Well would you look at that. Not only have we figured out that our mystery data is trying to put us in “Tektronix” mode, we can also see by the xterm at the end of this line that this command is specifically used for xterm and not for any other terminal.

A quick history lesson

You may be asking yourself what’s so special about Tektronix mode – what’s so special about this esoteric, 1980s-era tech? Well, I’m going to assume that you understand how a normal screen works; you have a grid of pixels on your screen, and the computer chooses to “flash” individual pixels each clock cycle. Flash the pixels fast enough, and you have what appears to our human eyes as a solid display. The division of images into individual pixels is often called “raster graphics”.
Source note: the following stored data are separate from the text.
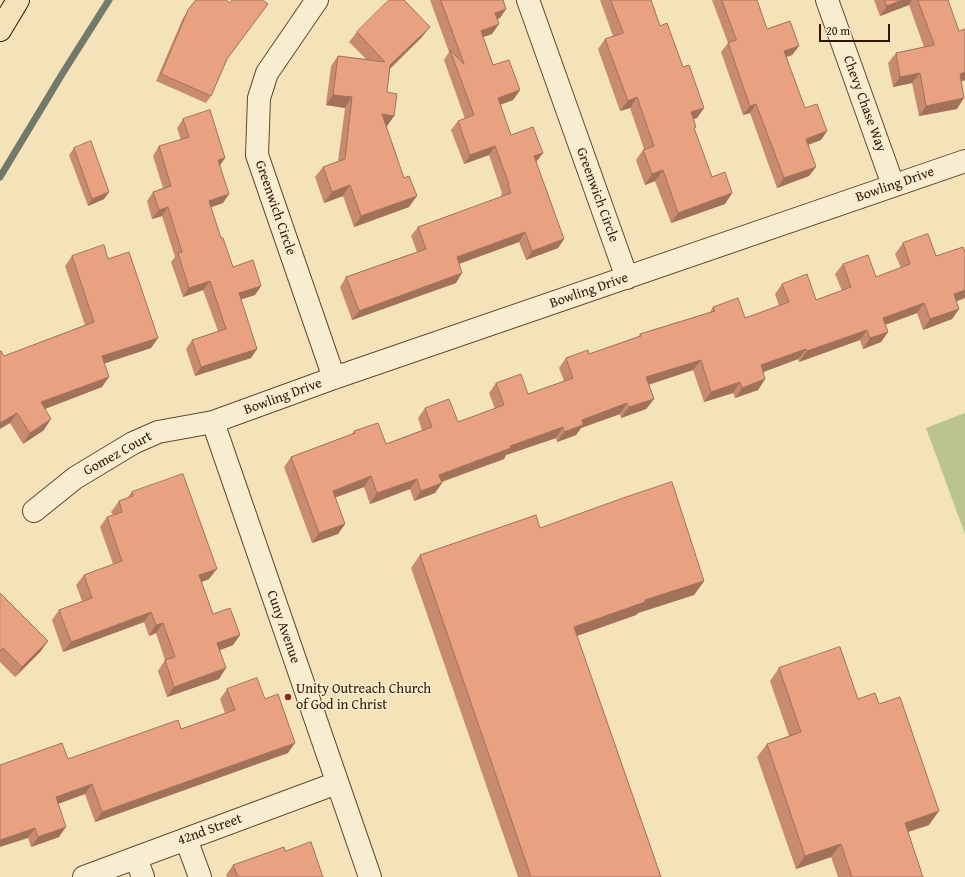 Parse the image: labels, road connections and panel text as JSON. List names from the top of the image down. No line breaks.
{"streets":{"street":["Chevy Chase Way","Bowling Drive","Greenwich Circle","Gomez Court","Cuny Avenue","42nd Street"]},"crossings":[["Chevy Chase Way","Bowling Drive"],["Bowling Drive","Greenwich Circle"],["Bowling Drive","Gomez Court"],["Bowling Drive","Cuny Avenue"],["Gomez Court","Cuny Avenue"],["Cuny Avenue","42nd Street"]],"places":["Unity Outreach Church of God in Christ"],"scale_bar":"20 m"} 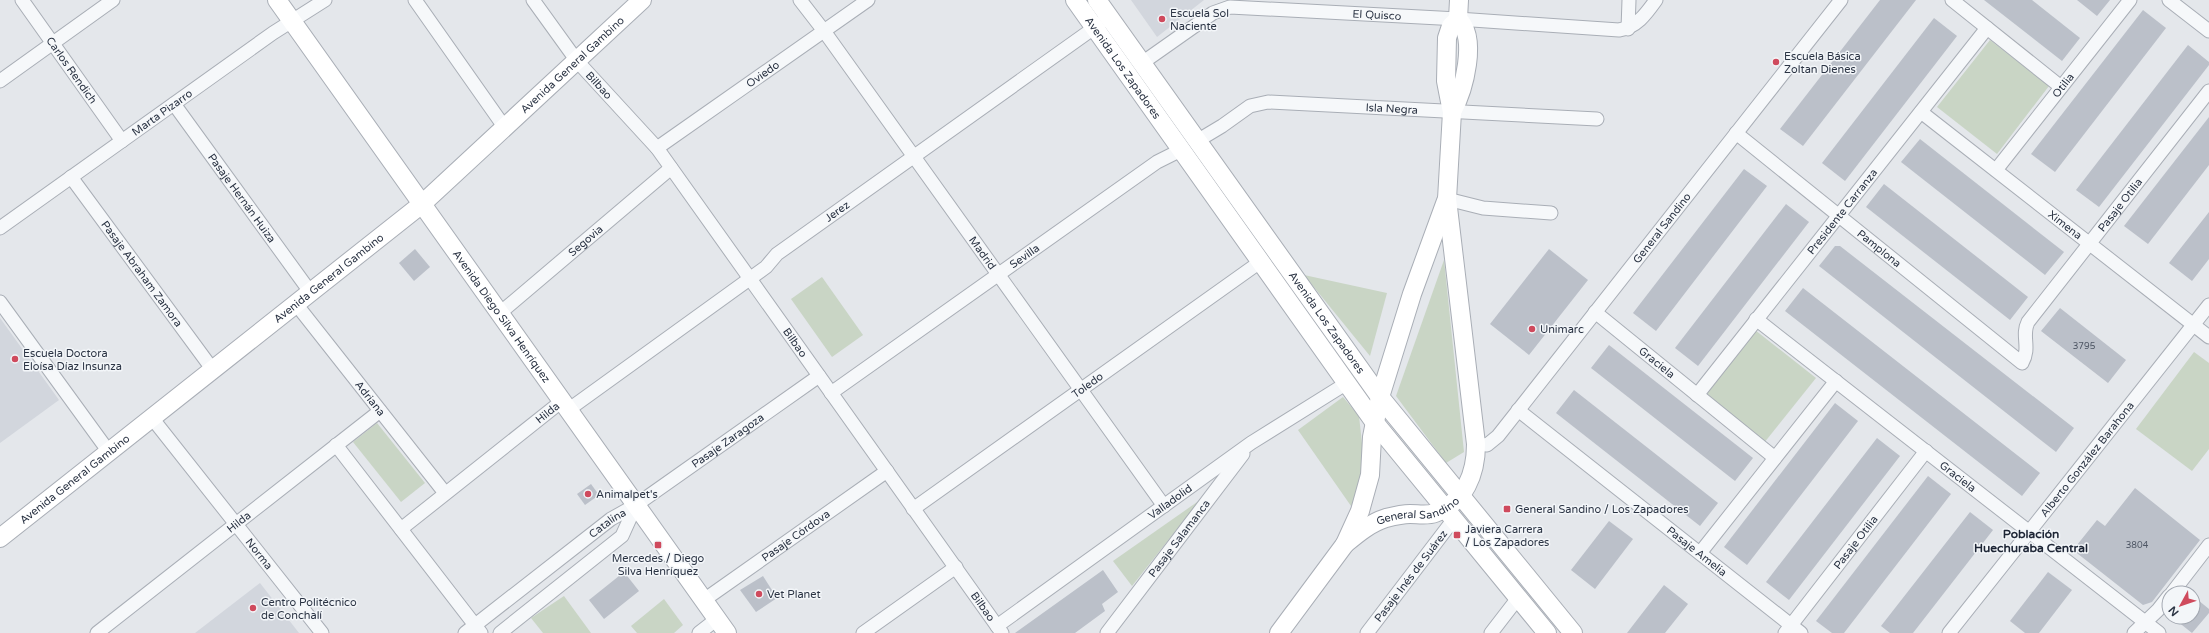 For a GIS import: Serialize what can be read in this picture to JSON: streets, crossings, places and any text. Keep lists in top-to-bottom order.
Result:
{
  "streets": {
    "main road": [
      "Avenida General Gambino",
      "Avenida Los Zapadores",
      "General Sandino",
      "Avenida Diego Silva Henríquez"
    ],
    "street": [
      "El Quisco",
      "Carlos Rendich",
      "Oviedo",
      "Bilbao",
      "Otilia",
      "Isla Negra",
      "Marta Pizarro",
      "Pasaje Hernán Huiza",
      "Pasaje Otilia",
      "Jerez",
      "Presidente Carranza",
      "Ximena",
      "Segovia",
      "Pamplona",
      "Madrid",
      "Sevilla",
      "Pasaje Abraham Zamora",
      "Graciela",
      "Toledo",
      "Adriana",
      "Hilda",
      "Pasaje Zaragoza",
      "Alberto González Barahona",
      "Valladolid",
      "Catalina",
      "Pasaje Córdova",
      "Pasaje Salamanca",
      "Pasaje Amelia",
      "Norma",
      "Pasaje Inés de Suárez"
    ]
  },
  "crossings": [
    ["El Quisco", "Avenida Los Zapadores"],
    ["Avenida General Gambino", "Bilbao"],
    ["Avenida General Gambino", "Pasaje Hernán Huiza"],
    ["Avenida General Gambino", "Pasaje Abraham Zamora"],
    ["Avenida General Gambino", "Avenida Diego Silva Henríquez"],
    ["Avenida General Gambino", "Adriana"],
    ["Avenida General Gambino", "Norma"],
    ["Avenida Los Zapadores", "Isla Negra"],
    ["Avenida Los Zapadores", "Jerez"],
    ["Avenida Los Zapadores", "General Sandino"],
    ["Avenida Los Zapadores", "Sevilla"],
    ["Avenida Los Zapadores", "Toledo"],
    ["Avenida Los Zapadores", "Valladolid"],
    ["Avenida Los Zapadores", "Pasaje Inés de Suárez"],
    ["Carlos Rendich", "Marta Pizarro"],
    ["Oviedo", "Bilbao"],
    ["Oviedo", "Madrid"],
    ["Bilbao", "Jerez"],
    ["Bilbao", "Segovia"],
    ["Bilbao", "Sevilla"],
    ["Bilbao", "Toledo"],
    ["Bilbao", "Pasaje Zaragoza"],
    ["Bilbao", "Valladolid"],
    ["Bilbao", "Pasaje Córdova"],
    ["Otilia", "Ximena"],
    ["Marta Pizarro", "Pasaje Hernán Huiza"],
    ["Marta Pizarro", "Pasaje Abraham Zamora"],
    ["Marta Pizarro", "Avenida Diego Silva Henríquez"],
    ["Pasaje Otilia", "Ximena"],
    ["Pasaje Otilia", "Pamplona"],
    ["Pasaje Otilia", "Graciela"],
    ["Pasaje Otilia", "Pasaje Amelia"],
    ["Jerez", "Madrid"],
    ["Jerez", "Avenida Diego Silva Henríquez"],
    ["Jerez", "Hilda"],
    ["Presidente Carranza", "Ximena"],
    ["Presidente Carranza", "Pamplona"],
    ["Presidente Carranza", "Graciela"],
    ["Ximena", "Alberto González Barahona"],
    ["General Sandino", "Pamplona"],
    ["General Sandino", "Graciela"],
    ["General Sandino", "Pasaje Amelia"],
    ["General Sandino", "Pasaje Inés de Suárez"],
    ["Segovia", "Avenida Diego Silva Henríquez"],
    ["Madrid", "Sevilla"],
    ["Madrid", "Toledo"],
    ["Madrid", "Valladolid"],
    ["Avenida Diego Silva Henríquez", "Hilda"],
    ["Avenida Diego Silva Henríquez", "Pasaje Zaragoza"],
    ["Avenida Diego Silva Henríquez", "Catalina"],
    ["Avenida Diego Silva Henríquez", "Pasaje Córdova"],
    ["Graciela", "Alberto González Barahona"],
    ["Adriana", "Hilda"],
    ["Hilda", "Norma"],
    ["Pasaje Zaragoza", "Catalina"],
    ["Valladolid", "Pasaje Salamanca"]
  ],
  "districts": ["Población Huechuraba Central"],
  "places": {
    "other": [
      "Escuela Sol Naciente",
      "Escuela Básica Zoltan Dienes",
      "Unimarc",
      "Escuela Doctora Eloísa Díaz Insunza",
      "Animalpet's",
      "Vet Planet",
      "Centro Politécnico de Conchalí"
    ],
    "transit": ["General Sandino / Los Zapadores", "Javiera Carrera / Los Zapadores", "Mercedes / Diego Silva Henríquez"]
  },
  "house_numbers": ["3795", "3804"],
  "north": "bottom left"
}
The problem with raster graphics in the world of dumb terminals is one of memory: in a world in which you used “dumb” terminals to connect to a mainframe computer, RAM came at a premium. To store a frame-buffer of each individual pixel of the screen would have been prohibitively expensive for any dumb terminal to do. So, Tektronix came up with a different solution: continuous illumination vector graphics.

To put it very simply, a Tektronix terminal display works kind of like a CRT Etch-A-Sketch; the terminal recieves two sets of coordinates and uses one electron gun to draw a line, while another electron gun constantly keeps lighting up the whole screen. Due to the science behind CRT displays, the line drawn by the first electron gun will stay there, perfectly illuminated, until the terminal is instructed to clear the screen. No memory needed, and the vector graphics method gave developers the ability to display some seriously high-quality graphics for the time. The tradeoff, of course, is that other terminals would be completely unable to parse information meant for a Tektronix terminal’s graphics mode, since they were reliant on raster “pixel” information.

Reading the message

If you made it through the history lesson, good on you. If you skipped it, that’s understandable but still, shame on you. Now, let’s read this file.
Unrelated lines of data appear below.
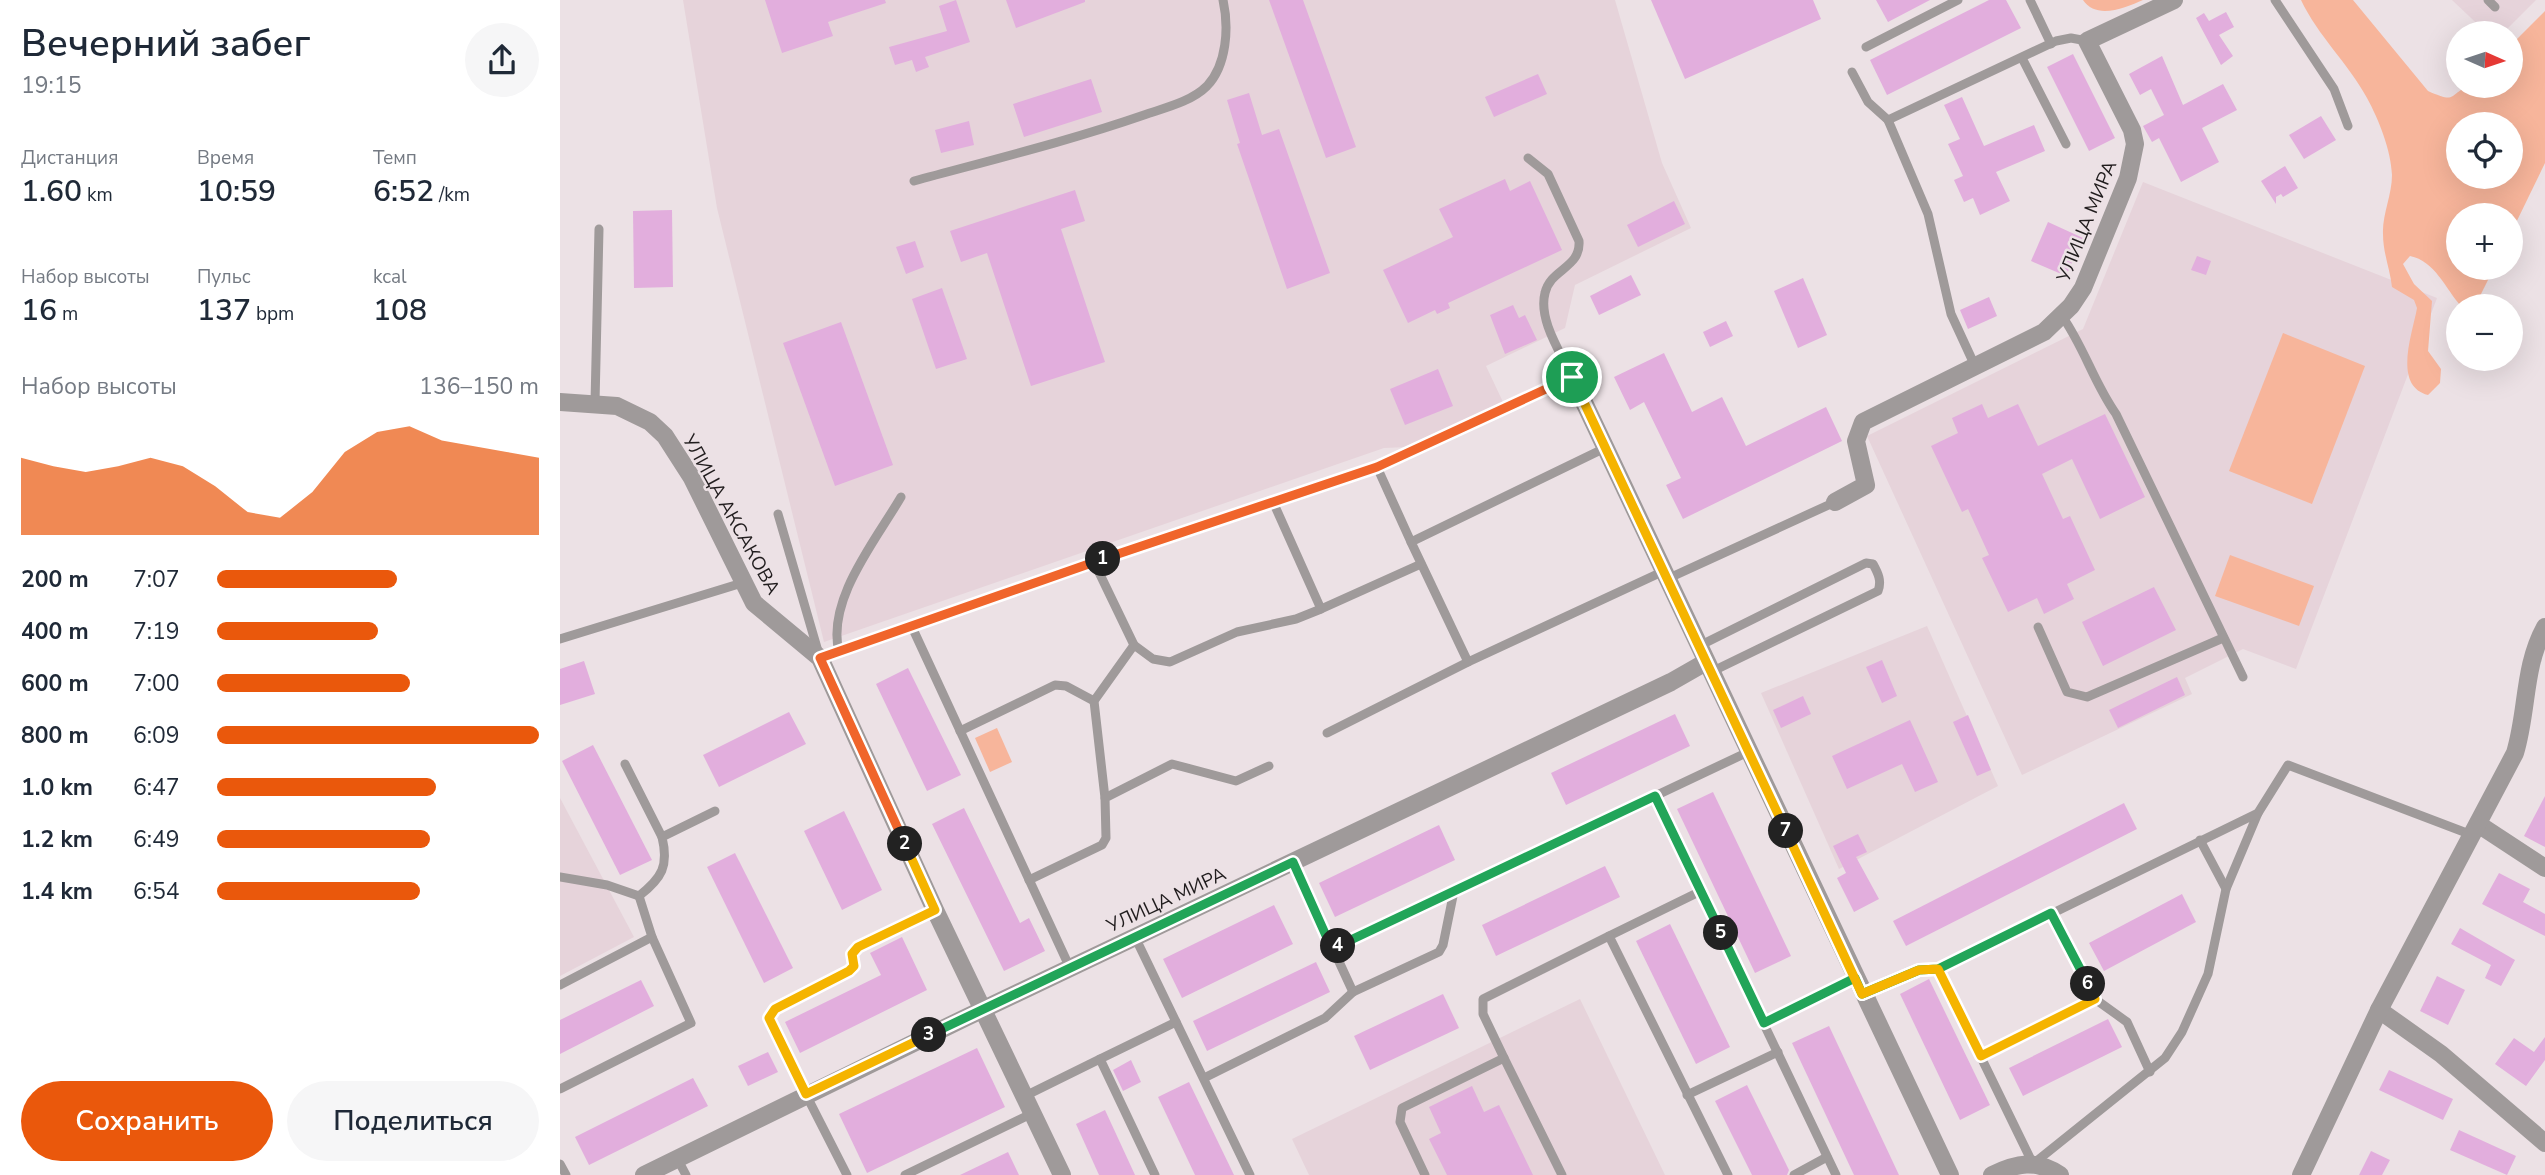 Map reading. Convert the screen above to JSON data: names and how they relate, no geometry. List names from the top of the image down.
{
  "streets": {
    "street": ["УЛИЦА МИРА", "УЛИЦА АКСАКОВА"]
  },
  "north": "right",
  "page": {
    "heading": ["Вечерний забег", "19:15"],
    "map_buttons": ["+", "−"],
    "stats": [
      ["Дистанция", "1.60 km"],
      ["Время", "10:59"],
      ["Темп", "6:52 /km"],
      ["Набор высоты", "16 m"],
      ["Пульс", "137 bpm"],
      ["kcal", "108"]
    ],
    "chart": ["Набор высоты", "136–150 m"],
    "pins": [
      "1",
      "7",
      "2",
      "5",
      "4",
      "6",
      "3"
    ],
    "list": [
      {
        "name": "200 m",
        "note": "7:07"
      },
      {
        "name": "400 m",
        "note": "7:19"
      },
      {
        "name": "600 m",
        "note": "7:00"
      },
      {
        "name": "800 m",
        "note": "6:09"
      },
      {
        "name": "1.0 km",
        "note": "6:47"
      },
      {
        "name": "1.2 km",
        "note": "6:49"
      },
      {
        "name": "1.4 km",
        "note": "6:54"
      }
    ],
    "buttons": ["Сохранить", "Поделиться"]
  }
}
If you’re one of the six people left who still daily-drive xterm as your primary terminal emulator, hats off to you, you can just skip ahead to the end. For the rest of us, we’re going to need to install xterm on our Linux distribution of choice. As discussed earlier, xterm has built-in support for Tektronix-style terminal emulation, and will in fact immediately open a Tektronix emulation window whenever it encounters the aforementioned escape sequence ESC[?38h. What does that mean for us?

Well, it means that the solution to this challenge is quite literally as simple as running cat from xterm:

And there you have it: our mystery data was, after all, just a series of graphics commands for the Tektronix 4010-series terminal to display an image with our flag. I hope you all enjoyed the throwback to classic tech, and maybe learned something about ANSI escape sequences along the way!